Often, we are faced with the idea of “quitting”.   Beyond the dictionary definition above, quitting takes on many shapes and sizes. It could involve a conscious change in career trajectory.  It could involve reducing commitment to one position to allow growth in another.  Or, it could simply be cessation of a position with no back-up.  This latter, extreme position is reflected in the definition this post began with.

To quit something, in everyday parlance, tends to connote negatively.  However, as the Society of Physician Entrepreneurs has developed as an organization, we have begun to see quitting as a positive. Why? might you ask.  Quitting, at its core, reflects a desire for change.  Whether this change is driven by internal or external forces is a determination that the individual has to make, but it would be highly unlikely that change occurs in the absence of the desire for it. 

I often cite the same mantra when friends or trainees approach me with questions about changing positions or taking on new responsibility.  When you “quit” something, make sure you are quitting that position to allow yourself to move towards something that you are excited about.  Quitting as a mechanism of escaping (in professional environs) generally tends not to yield positive results. 

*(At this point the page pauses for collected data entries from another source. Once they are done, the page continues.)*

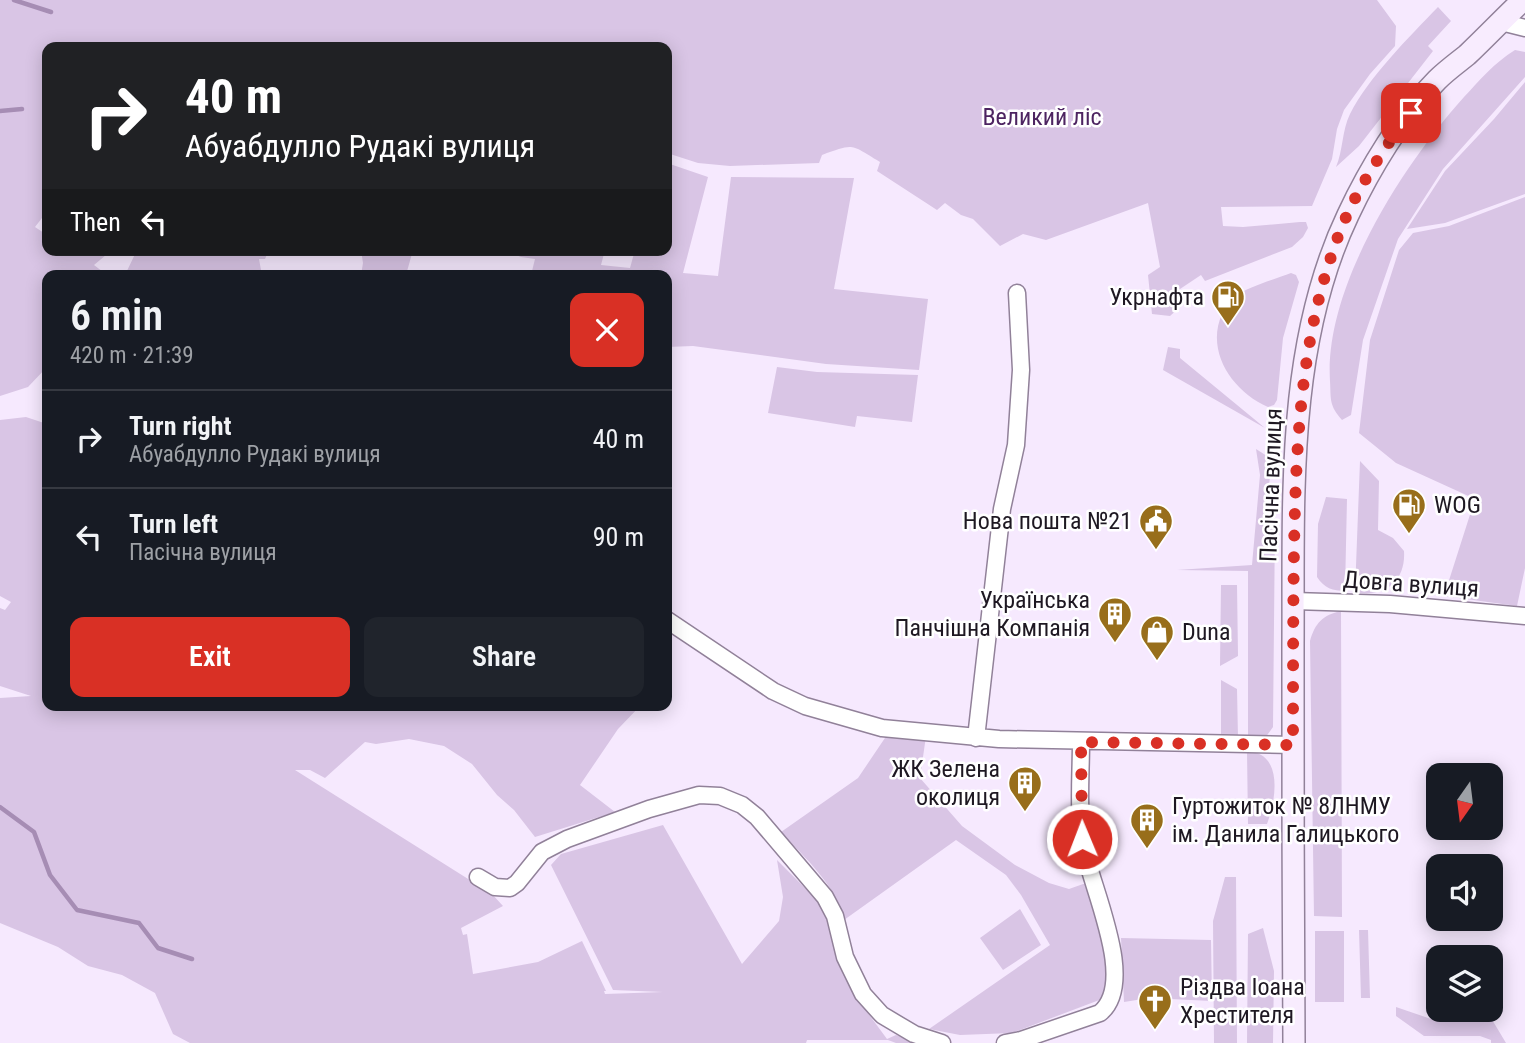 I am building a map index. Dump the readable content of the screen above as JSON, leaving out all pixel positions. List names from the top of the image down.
{
  "streets": {
    "main road": ["Пасічна вулиця"],
    "street": ["Довга вулиця"]
  },
  "crossings": [
    ["Пасічна вулиця", "Довга вулиця"]
  ],
  "parks": ["Великий ліс"],
  "places": {
    "fuel station": ["Укрнафта", "WOG"],
    "public building": ["Нова пошта №21"],
    "building": ["Українська Панчішна Компанія", "ЖК Зелена околиця", "Гуртожиток № 8ЛНМУ ім. Данила Галицького"],
    "shop": ["Duna"],
    "church": ["Різдва Іоана Хрестителя"]
  },
  "north": "bottom",
  "page": {
    "turn": ["40 m", "Абуабдулло Рудакі вулиця"],
    "then": "Then",
    "heading": ["6 min", "420 m · 21:39"],
    "list": [
      {
        "name": "Turn right",
        "note": "Абуабдулло Рудакі вулиця",
        "value": "40 m"
      },
      {
        "name": "Turn left",
        "note": "Пасічна вулиця",
        "value": "90 m"
      }
    ],
    "buttons": ["Exit", "Share"]
  }
} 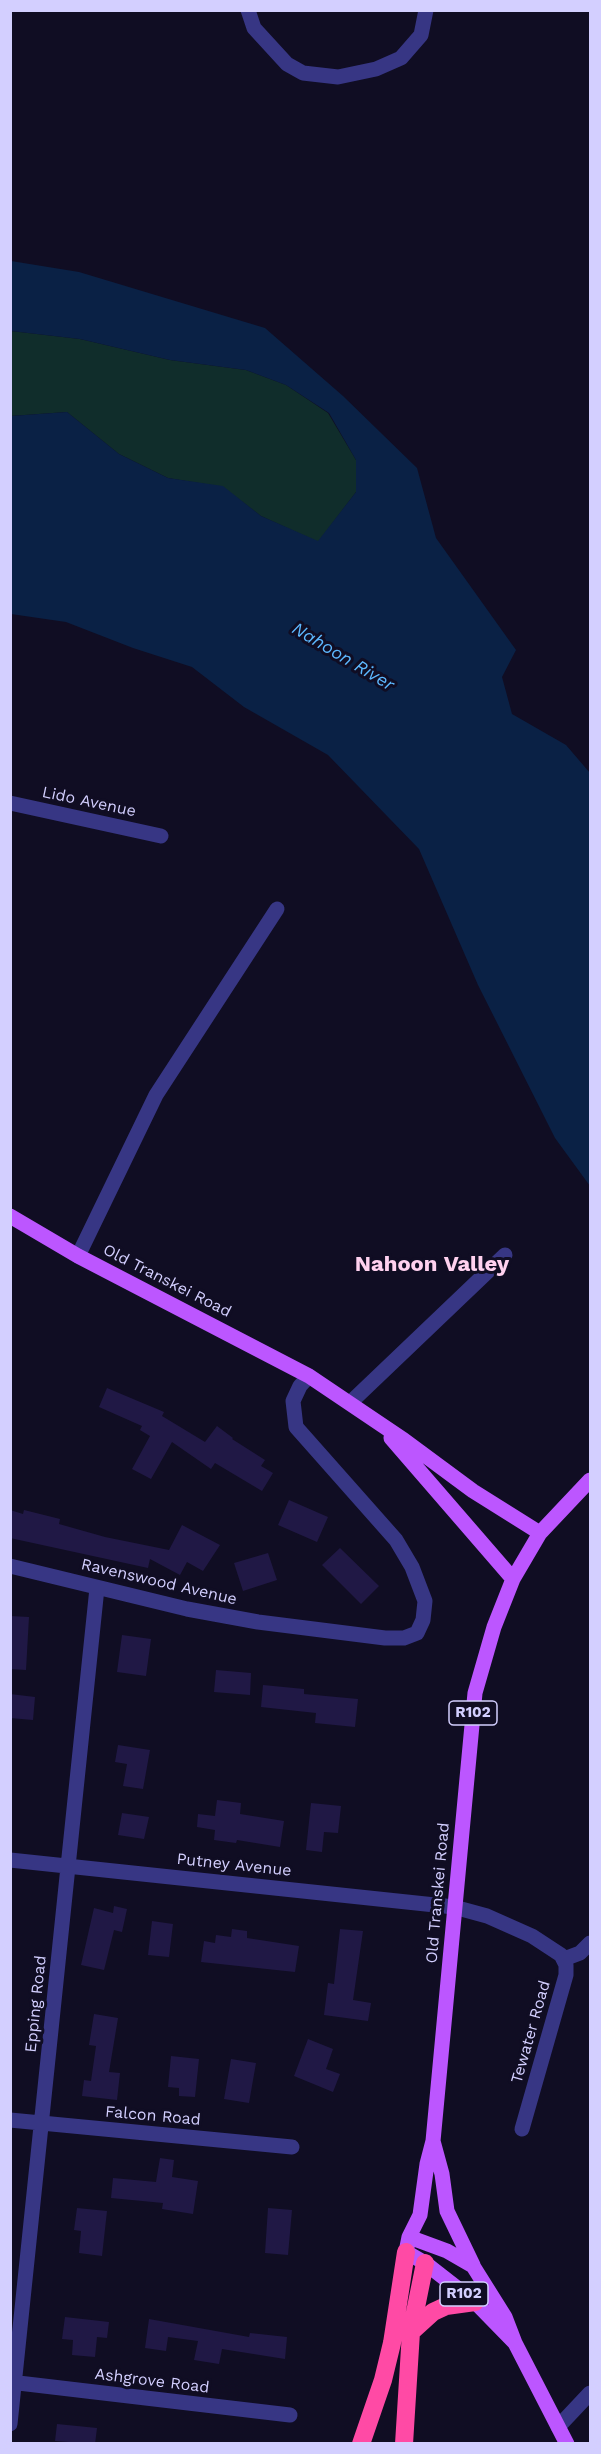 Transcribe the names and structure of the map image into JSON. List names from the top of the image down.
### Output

Think, for one second, of the early stories of the Zuckerbergs, Gates, Dells, Allens, etc.  Some sources estimate that one in four self-made billionaires are college drop-outs.  A desire to make the changes that they felt were important led to life-altering “quits”, if you will.  Do you think any one of these people were running from college?  On the contrary, their passions, and their desire to fix what they felt needed improvement, led them to make a significant decision.

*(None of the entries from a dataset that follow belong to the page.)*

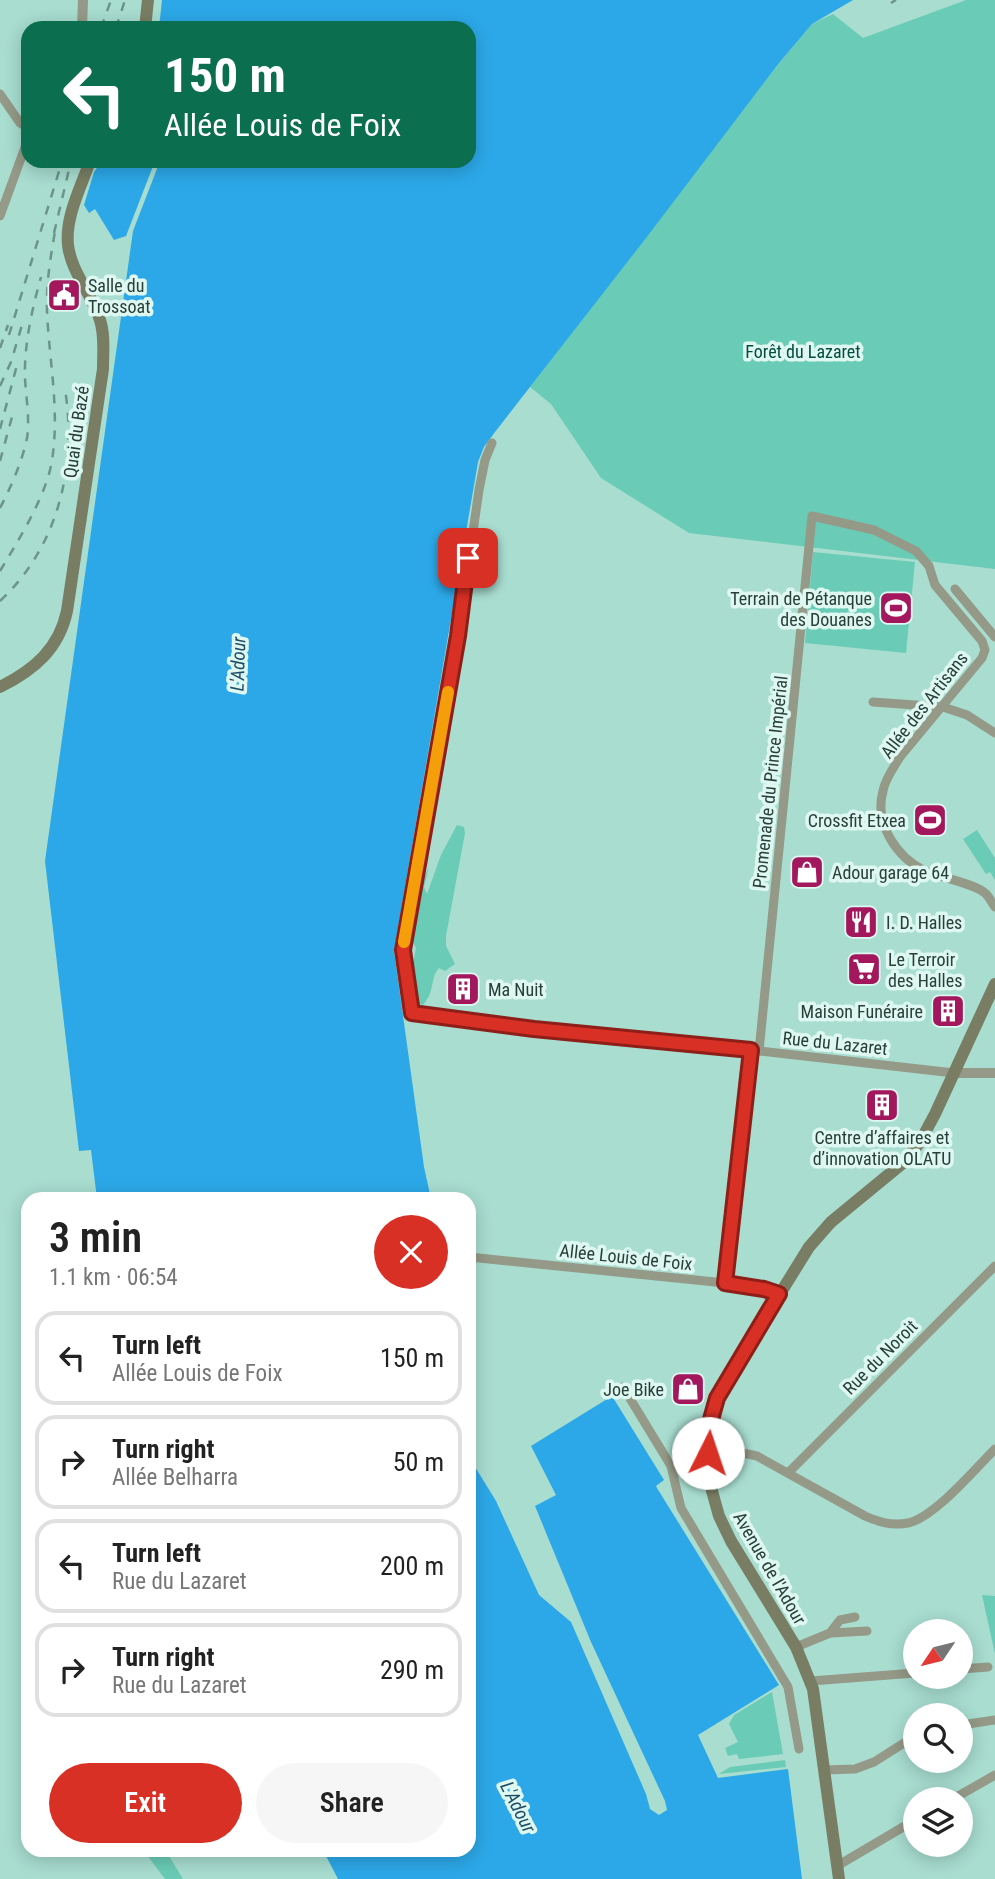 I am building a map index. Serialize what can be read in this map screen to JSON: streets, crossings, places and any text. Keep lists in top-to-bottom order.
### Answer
{
  "streets": {
    "main road": ["Quai du Bazé", "Avenue de l'Adour"],
    "street": [
      "Allée des Artisans",
      "Promenade du Prince Impérial",
      "Rue du Lazaret",
      "Allée Louis de Foix",
      "Rue du Noroit"
    ]
  },
  "crossings": [
    ["Allée des Artisans", "Promenade du Prince Impérial"],
    ["Promenade du Prince Impérial", "Rue du Lazaret"],
    ["Promenade du Prince Impérial", "Allée Louis de Foix"],
    ["Rue du Lazaret", "Avenue de l'Adour"],
    ["Allée Louis de Foix", "Avenue de l'Adour"]
  ],
  "water": ["L'Adour"],
  "parks": ["Forêt du Lazaret"],
  "places": {
    "public building": ["Salle du Trossoat"],
    "sports": ["Terrain de Pétanque des Douanes", "Crossfit Etxea"],
    "shop": ["Adour garage 64", "Joe Bike"],
    "restaurant": ["I. D. Halles"],
    "supermarket": ["Le Terroir des Halles"],
    "building": ["Ma Nuit", "Maison Funéraire", "Centre d’affaires et d’innovation OLATU"]
  },
  "north": "bottom left",
  "page": {
    "turn": ["150 m", "Allée Louis de Foix"],
    "heading": ["3 min", "1.1 km · 06:54"],
    "list": [
      {
        "name": "Turn left",
        "note": "Allée Louis de Foix",
        "value": "150 m"
      },
      {
        "name": "Turn right",
        "note": "Allée Belharra",
        "value": "50 m"
      },
      {
        "name": "Turn left",
        "note": "Rue du Lazaret",
        "value": "200 m"
      },
      {
        "name": "Turn right",
        "note": "Rue du Lazaret",
        "value": "290 m"
      }
    ],
    "buttons": ["Exit", "Share"]
  }
}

Change is best effectuated from those with knowledge of the system they are trying to change. But that is what makes medicine so interesting – we ALL are armed with some level of medical knowledge – provider, payer or consumer…it’s hard to imagine any other industry where almost every individual participates, except perhaps food and clothing. 

This inherent desire within people for change can serve as a catalyst for idea development, maturation and commercialization.  The SoPE Board of Directors strongly believe that most ideas in the medical (and most any) space derive from pain points and frustration.  A person desiring change may find themselves with the opportunity to address that frustration, and perhaps initiate the change that they desire.  This usually occurs by some form of quitting.

Quitting can be a wonderful experience if a person is moving towards a new challenge, new position or addressing an internal frustration.  It can lead to wholesale life changes, or change on a smaller scale.  In either case, we consider quitting as a step towards problem-solving.  We encourage our membership to look to us to allow us to move forward in this exciting process with them, and hope that what is perceived as a negative can actually be shown to be a tremendous positive.